Work item
Your response must be made up of each line in the data below that contains the string "Clipston".

Stored data
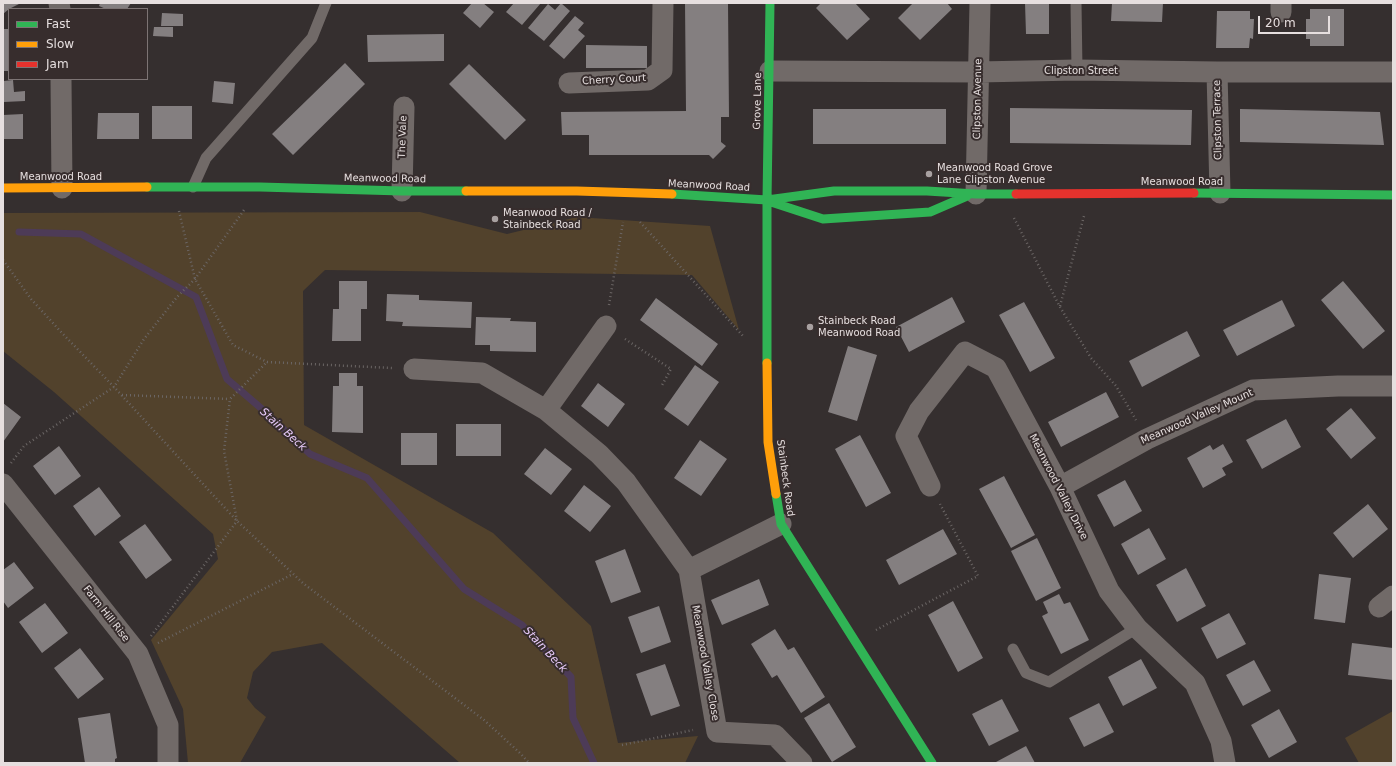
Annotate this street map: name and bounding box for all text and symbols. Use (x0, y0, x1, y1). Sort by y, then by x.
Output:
legend (8, 8, 148, 80)
scale bar (1260, 8, 1332, 34)
text: 20 m (1265, 16, 1296, 30)
text: Fast (46, 17, 70, 31)
text: Slow (46, 37, 74, 51)
text: Jam (46, 57, 69, 71)
street label: Clipston Avenue (971, 58, 985, 140)
street label: Clipston Street (1044, 65, 1118, 77)
street label: Cherry Court (582, 72, 646, 88)
street label: Grove Lane (752, 72, 764, 130)
street label: Clipston Terrace (1211, 80, 1225, 160)
street label: The Vale (396, 115, 410, 159)
place label: Meanwood Road Grove Lane Clipston Avenue (937, 162, 1052, 186)
marker: Meanwood Road Grove Lane Clipston Avenue (924, 169, 934, 179)
street label: Meanwood Road (20, 171, 102, 183)
street label: Meanwood Road (344, 172, 426, 186)
street label: Meanwood Road (1141, 176, 1223, 188)
street label: Meanwood Road (668, 178, 750, 194)
place label: Meanwood Road / Stainbeck Road (503, 207, 592, 230)
marker: Meanwood Road / Stainbeck Road (490, 214, 500, 224)
place label: Stainbeck Road Meanwood Road (818, 315, 900, 338)
marker: Stainbeck Road Meanwood Road (805, 322, 815, 332)
street label: Meanwood Valley Mount (1139, 387, 1255, 447)
water label: Stain Beck (257, 406, 309, 454)
street label: Meanwood Valley Drive (1026, 432, 1090, 542)
street label: Stainbeck Road (774, 439, 796, 517)
street label: Farm Hill Rise (80, 584, 132, 644)
street label: Meanwood Valley Close (689, 604, 721, 722)
water label: Stain Beck (520, 624, 570, 676)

Exercise result
street label: Clipston Avenue (971, 58, 985, 140)
street label: Clipston Street (1044, 65, 1118, 77)
street label: Clipston Terrace (1211, 80, 1225, 160)
place label: Meanwood Road Grove Lane Clipston Avenue (937, 162, 1052, 186)
marker: Meanwood Road Grove Lane Clipston Avenue (924, 169, 934, 179)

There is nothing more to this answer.